- PROMPT:
Look through the material below. Return exactly the lines from the one with "display:grid; grid-template-columns:32px 1fr" through the one with "display:block; font-size:19px; white-space:nowrap", both included.

====

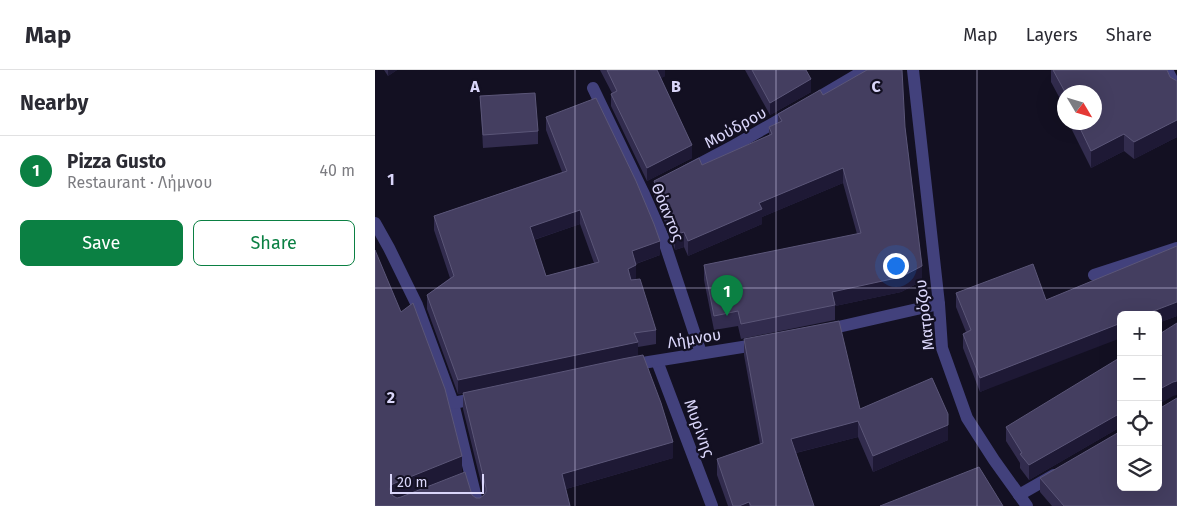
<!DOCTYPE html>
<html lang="en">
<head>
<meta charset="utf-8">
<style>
  :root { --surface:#fff; --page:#f7f7f7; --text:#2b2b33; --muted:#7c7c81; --line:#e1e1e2; --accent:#0b8043 }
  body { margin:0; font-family:"Fira Sans",sans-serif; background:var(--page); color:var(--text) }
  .controls { position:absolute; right:15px; bottom:15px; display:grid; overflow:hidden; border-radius:8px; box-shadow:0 5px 20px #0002 }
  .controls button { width:45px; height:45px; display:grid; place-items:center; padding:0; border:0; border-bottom:1px solid var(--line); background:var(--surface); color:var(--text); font:25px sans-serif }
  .compass { position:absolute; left:682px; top:15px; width:45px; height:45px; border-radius:50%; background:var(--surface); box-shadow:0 5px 20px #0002; rotate:128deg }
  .scale { position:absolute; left:15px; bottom:12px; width:94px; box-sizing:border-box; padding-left:5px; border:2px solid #dad6fa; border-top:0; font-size:14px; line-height:18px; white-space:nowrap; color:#dad6fa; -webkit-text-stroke:4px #131022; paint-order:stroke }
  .you { position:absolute; left:520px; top:195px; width:18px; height:18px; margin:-12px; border:4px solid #fff; border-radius:50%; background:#1a73e8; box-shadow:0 0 0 8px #1a73e833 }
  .badge { display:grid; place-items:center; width:32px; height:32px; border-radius:50%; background:var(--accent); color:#fff; font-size:16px; font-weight:700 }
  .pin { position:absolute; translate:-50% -41px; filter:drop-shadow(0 1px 2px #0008) }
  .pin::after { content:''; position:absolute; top:26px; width:18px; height:15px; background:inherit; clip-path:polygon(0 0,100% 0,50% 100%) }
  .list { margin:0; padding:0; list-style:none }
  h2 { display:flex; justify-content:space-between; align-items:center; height:65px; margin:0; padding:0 20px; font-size:21px }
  h2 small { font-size:16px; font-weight:400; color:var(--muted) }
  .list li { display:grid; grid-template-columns:32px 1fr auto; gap:15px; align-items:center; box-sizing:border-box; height:70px; padding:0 20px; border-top:1px solid var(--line) }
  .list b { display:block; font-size:19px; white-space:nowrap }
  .list p { margin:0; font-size:16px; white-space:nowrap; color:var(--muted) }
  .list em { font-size:16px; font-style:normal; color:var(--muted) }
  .actions { display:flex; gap:10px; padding:15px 20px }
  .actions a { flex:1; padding:11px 0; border:1px solid var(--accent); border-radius:8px; text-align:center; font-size:18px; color:var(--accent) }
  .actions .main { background:var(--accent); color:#fff }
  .icon { flex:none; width:28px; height:28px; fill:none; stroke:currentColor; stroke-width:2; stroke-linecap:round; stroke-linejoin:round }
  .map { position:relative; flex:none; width:802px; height:436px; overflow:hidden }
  header { display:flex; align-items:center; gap:30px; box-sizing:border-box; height:70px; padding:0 25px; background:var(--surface); border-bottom:1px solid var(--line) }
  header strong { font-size:24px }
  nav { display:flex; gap:28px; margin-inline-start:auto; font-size:18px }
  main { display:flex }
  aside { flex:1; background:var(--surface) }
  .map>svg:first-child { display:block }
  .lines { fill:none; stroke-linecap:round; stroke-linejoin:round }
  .minor { stroke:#42417c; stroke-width:12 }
  .wall { fill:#322c4e; fill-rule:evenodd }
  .shaded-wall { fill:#1e1935 }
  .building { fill:#443e60; stroke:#5b5678; fill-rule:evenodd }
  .grid { fill:none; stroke:#dad6fa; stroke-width:1; stroke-opacity:0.55 }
  .labels { text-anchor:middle; stroke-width:4.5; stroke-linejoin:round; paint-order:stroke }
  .street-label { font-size:16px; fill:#dad6fa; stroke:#131022 }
  .grid-label { font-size:16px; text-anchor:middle; font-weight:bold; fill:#dad6fa; stroke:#131022; stroke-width:4.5; stroke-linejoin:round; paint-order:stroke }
</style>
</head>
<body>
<header>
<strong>Map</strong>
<nav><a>Map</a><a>Layers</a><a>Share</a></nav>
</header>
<main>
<aside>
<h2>Nearby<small></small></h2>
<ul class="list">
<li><span class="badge">1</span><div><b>Pizza Gusto</b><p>Restaurant · Λήμνου</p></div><em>40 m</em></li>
</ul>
<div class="actions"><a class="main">Save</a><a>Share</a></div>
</aside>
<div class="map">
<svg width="802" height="436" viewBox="0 0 802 436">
  <rect width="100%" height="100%" fill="#131022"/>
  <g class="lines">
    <g class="minor">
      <polyline points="538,0 564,234 567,278 592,348 619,390 652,436"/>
      <polyline points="792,0 802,19"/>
      <polyline points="218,18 268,122 287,165 326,283"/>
      <polyline points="446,26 490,0"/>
      <polyline points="311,101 360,75 418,42"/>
      <polyline points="0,153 14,178 42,235 78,333 103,436"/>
      <polyline points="719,205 802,178"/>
      <polyline points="450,260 564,234"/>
      <polyline points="282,291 337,436"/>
      <polyline points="255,295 386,274"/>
      <polyline points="78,333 104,328"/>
      <polyline points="644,425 679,405"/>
    </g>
  </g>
  <g class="wall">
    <polygon points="9,0 22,0 13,6"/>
    <polygon points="225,0 290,0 290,6 286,8 317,88 272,111 236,36 236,24 237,23"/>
    <polygon points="370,0 431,0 436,22 395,45"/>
    <polygon points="676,0 792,0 795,7 802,11 802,67 759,89 749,81 716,98 696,58 696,52 720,52 690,22 690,38 676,12"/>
    <polygon points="448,25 530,57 547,211 526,222 460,236 460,250 366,269 363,256 339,260 329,210 329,195 482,164 468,113 387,147 387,154 313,186 309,177 300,180 294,162 279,126 279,111 327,95 394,66 394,57 403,53 403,44"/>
    <polygon points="105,26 163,61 163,74 108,78"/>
    <path d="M 171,47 L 285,185 L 261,194 L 261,209 L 258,210 L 281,260 L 281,274 L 263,277 L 263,286 L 254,288 L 298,388 L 191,419 L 195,436 L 0,436 L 87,403 L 22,428 L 97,425 L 101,428 L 105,428 L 109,425 L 88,339 L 88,323 L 186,302 L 83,324 L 52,239 L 52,225 L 75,208 L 59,160 L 59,146 L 187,102 L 171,60 ZM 205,154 L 219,193 L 171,206 L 159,170 Z"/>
    <polygon points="581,223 671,230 802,246 783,253 783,245 605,322 588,278 588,264 591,262 581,237"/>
    <polygon points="369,269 485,339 573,370 498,402 483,367 421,383 439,436 353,436 342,405 342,389 385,374 369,285"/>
    <polygon points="631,357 742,359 654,410 645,398 645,393 631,371"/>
    <polygon points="665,408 802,436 677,436 665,422"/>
  </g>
  <g class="shaded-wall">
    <polygon points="13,0 22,0 13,6"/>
    <polygon points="282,0 290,0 290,6 282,11"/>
    <polygon points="436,9 436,22 395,45 395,33"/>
    <polygon points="802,50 802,67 759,89 759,72"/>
    <polygon points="749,64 749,81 716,98 716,81"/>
    <polygon points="317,75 317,88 272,111 272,98"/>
    <polygon points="468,98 468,113 387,147 387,154 313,186 313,171 384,133"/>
    <polygon points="205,140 205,154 155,171 155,157"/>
    <polygon points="309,162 309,177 300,180 300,165"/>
    <polygon points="285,171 285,185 257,195 257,181"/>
    <polygon points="261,195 261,209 253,213 253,199"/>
    <polygon points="547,196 547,211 526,222 460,236 457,222"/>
    <polygon points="802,232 802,246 783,253 783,245 768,245"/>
    <polygon points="746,253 746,268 605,322 605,308"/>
    <polygon points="263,272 263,286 83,324 83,310"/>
    <polygon points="802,311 802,325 798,326 783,335 783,320 798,312"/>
    <polygon points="746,344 746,358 742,359 654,410 654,395 742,345"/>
    <polygon points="483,351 483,367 416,384 416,369"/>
    <polygon points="573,355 573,370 498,402 498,386"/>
    <polygon points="298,372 298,388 187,420 187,404"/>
    <polygon points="87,386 87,403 20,429 16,431 15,419 16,415 20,413"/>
    <polygon points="374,432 374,436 364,436"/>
  </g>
  <g class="building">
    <polygon points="232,0 282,0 317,75 272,98 236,24 242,21"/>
    <polygon points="377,0 431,0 436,9 395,33"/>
    <polygon points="492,0 527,0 530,57 547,196 526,207 457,222 460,235 366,254 363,241 339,246 329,195 486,163 468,98 384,133 387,139 313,171 309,162 300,165 294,147 279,111 324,88 327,95 397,64 394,57 407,51 403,44 445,20 448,25"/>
    <polygon points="678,0 792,0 795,7 802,11 802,50 759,72 749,64 716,81 702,52 720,52 720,22 690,22"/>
    <polygon points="160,23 163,61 108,65 105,26"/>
    <path d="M 221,28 L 261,111 L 279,154 L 285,171 L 257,181 L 261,195 L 253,199 L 256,210 L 265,209 L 281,260 L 259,263 L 263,272 L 83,310 L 52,225 L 79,206 L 59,146 L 192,101 L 171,47 ZM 205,140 L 224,192 L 171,206 L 155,157 Z"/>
    <polygon points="802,176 802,232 768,245 746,245 746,253 605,308 588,264 596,260 581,223 658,194 671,230"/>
    <polygon points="0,180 26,242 38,233 70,319 87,386 20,413 16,415 15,419 16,423 18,426 22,428 26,427 90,402 97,425 101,428 105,428 109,425 111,422 111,418 88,323 247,289 268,285 286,333 298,372 187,404 195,436 0,436"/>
    <polygon points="464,251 485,339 557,308 573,344 573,355 498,386 483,351 416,369 439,436 376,436 374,432 364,436 358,436 342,389 388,373 369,269"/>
    <polygon points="802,253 802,311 798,312 783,320 783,265"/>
    <polygon points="746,287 746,344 742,345 654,395 645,384 647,383 631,357"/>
    <polygon points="802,328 802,436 689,436 665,408 746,361 746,417 783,417 783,338 787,337"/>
    <polygon points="604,397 628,436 505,436"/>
  </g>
  <path class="grid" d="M 200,0 L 200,436M 401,0 L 401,436M 602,0 L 602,436M 0,218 L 802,218"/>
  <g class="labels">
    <g class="street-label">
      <text transform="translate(360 57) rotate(-29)" y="6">Μούδρου</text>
      <text transform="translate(293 142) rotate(68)" y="6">Θόαντος</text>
      <text transform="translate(549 245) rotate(-97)" y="6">Ματρόζου</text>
      <text transform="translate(319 268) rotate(-9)" y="6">Λήμνου</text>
      <text transform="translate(325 358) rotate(70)" y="6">Μυρίνης</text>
    </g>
  </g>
  <g class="grid-label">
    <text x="100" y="22">A</text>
    <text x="301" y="22">B</text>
    <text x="501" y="22">C</text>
    <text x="16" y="115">1</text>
    <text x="16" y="333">2</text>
  </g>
</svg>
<div class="controls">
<button>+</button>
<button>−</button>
<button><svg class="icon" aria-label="locate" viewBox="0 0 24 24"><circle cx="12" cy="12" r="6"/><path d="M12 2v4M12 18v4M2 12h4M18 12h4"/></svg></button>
<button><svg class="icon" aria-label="layers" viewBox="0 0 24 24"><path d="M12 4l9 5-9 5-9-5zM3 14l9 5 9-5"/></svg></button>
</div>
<svg class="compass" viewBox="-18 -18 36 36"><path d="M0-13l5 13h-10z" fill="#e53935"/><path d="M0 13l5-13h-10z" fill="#7c7c81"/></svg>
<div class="scale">20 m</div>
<div class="you"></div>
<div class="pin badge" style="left:352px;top:246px">1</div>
</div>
</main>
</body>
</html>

====

- OUTPUT:
  .list li { display:grid; grid-template-columns:32px 1fr auto; gap:15px; align-items:center; box-sizing:border-box; height:70px; padding:0 20px; border-top:1px solid var(--line) }
  .list b { display:block; font-size:19px; white-space:nowrap }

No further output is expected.